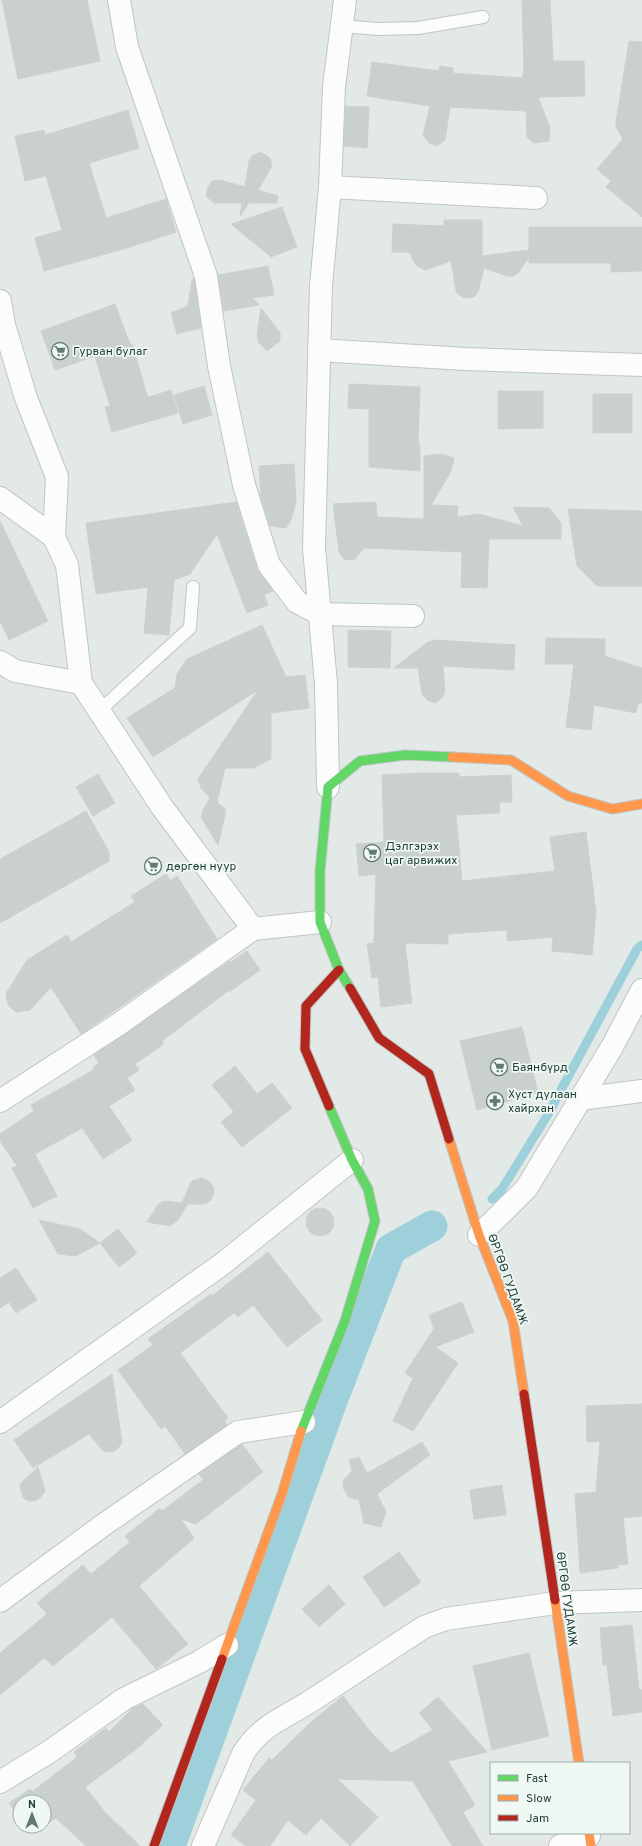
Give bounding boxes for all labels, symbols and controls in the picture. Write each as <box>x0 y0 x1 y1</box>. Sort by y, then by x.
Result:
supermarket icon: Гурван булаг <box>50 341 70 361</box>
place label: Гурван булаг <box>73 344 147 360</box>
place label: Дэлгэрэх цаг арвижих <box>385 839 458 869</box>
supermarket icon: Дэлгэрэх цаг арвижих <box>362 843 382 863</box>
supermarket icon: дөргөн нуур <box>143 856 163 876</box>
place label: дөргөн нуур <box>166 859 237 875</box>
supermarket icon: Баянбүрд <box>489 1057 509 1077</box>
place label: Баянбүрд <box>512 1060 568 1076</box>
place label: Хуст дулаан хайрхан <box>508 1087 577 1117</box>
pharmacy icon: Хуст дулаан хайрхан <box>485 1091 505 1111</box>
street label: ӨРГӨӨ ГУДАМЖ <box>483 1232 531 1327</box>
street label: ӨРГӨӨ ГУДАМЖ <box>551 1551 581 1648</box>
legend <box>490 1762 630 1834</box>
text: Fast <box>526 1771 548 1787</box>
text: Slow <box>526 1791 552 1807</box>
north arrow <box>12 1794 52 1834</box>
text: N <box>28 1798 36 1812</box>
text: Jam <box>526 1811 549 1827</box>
★ ★ ★ ★
Every record above must be copied exactly; none of the pictures belong in the copy.

Give bounding boxes for all labels, symbols and controls in the picture. Write each as <box>x0 y0 x1 y1</box>. Sort by y, then by x.
Result:
supermarket icon: Гурван булаг <box>50 341 70 361</box>
place label: Гурван булаг <box>73 344 147 360</box>
place label: Дэлгэрэх цаг арвижих <box>385 839 458 869</box>
supermarket icon: Дэлгэрэх цаг арвижих <box>362 843 382 863</box>
supermarket icon: дөргөн нуур <box>143 856 163 876</box>
place label: дөргөн нуур <box>166 859 237 875</box>
supermarket icon: Баянбүрд <box>489 1057 509 1077</box>
place label: Баянбүрд <box>512 1060 568 1076</box>
place label: Хуст дулаан хайрхан <box>508 1087 577 1117</box>
pharmacy icon: Хуст дулаан хайрхан <box>485 1091 505 1111</box>
street label: ӨРГӨӨ ГУДАМЖ <box>483 1232 531 1327</box>
street label: ӨРГӨӨ ГУДАМЖ <box>551 1551 581 1648</box>
legend <box>490 1762 630 1834</box>
text: Fast <box>526 1771 548 1787</box>
text: Slow <box>526 1791 552 1807</box>
north arrow <box>12 1794 52 1834</box>
text: N <box>28 1798 36 1812</box>
text: Jam <box>526 1811 549 1827</box>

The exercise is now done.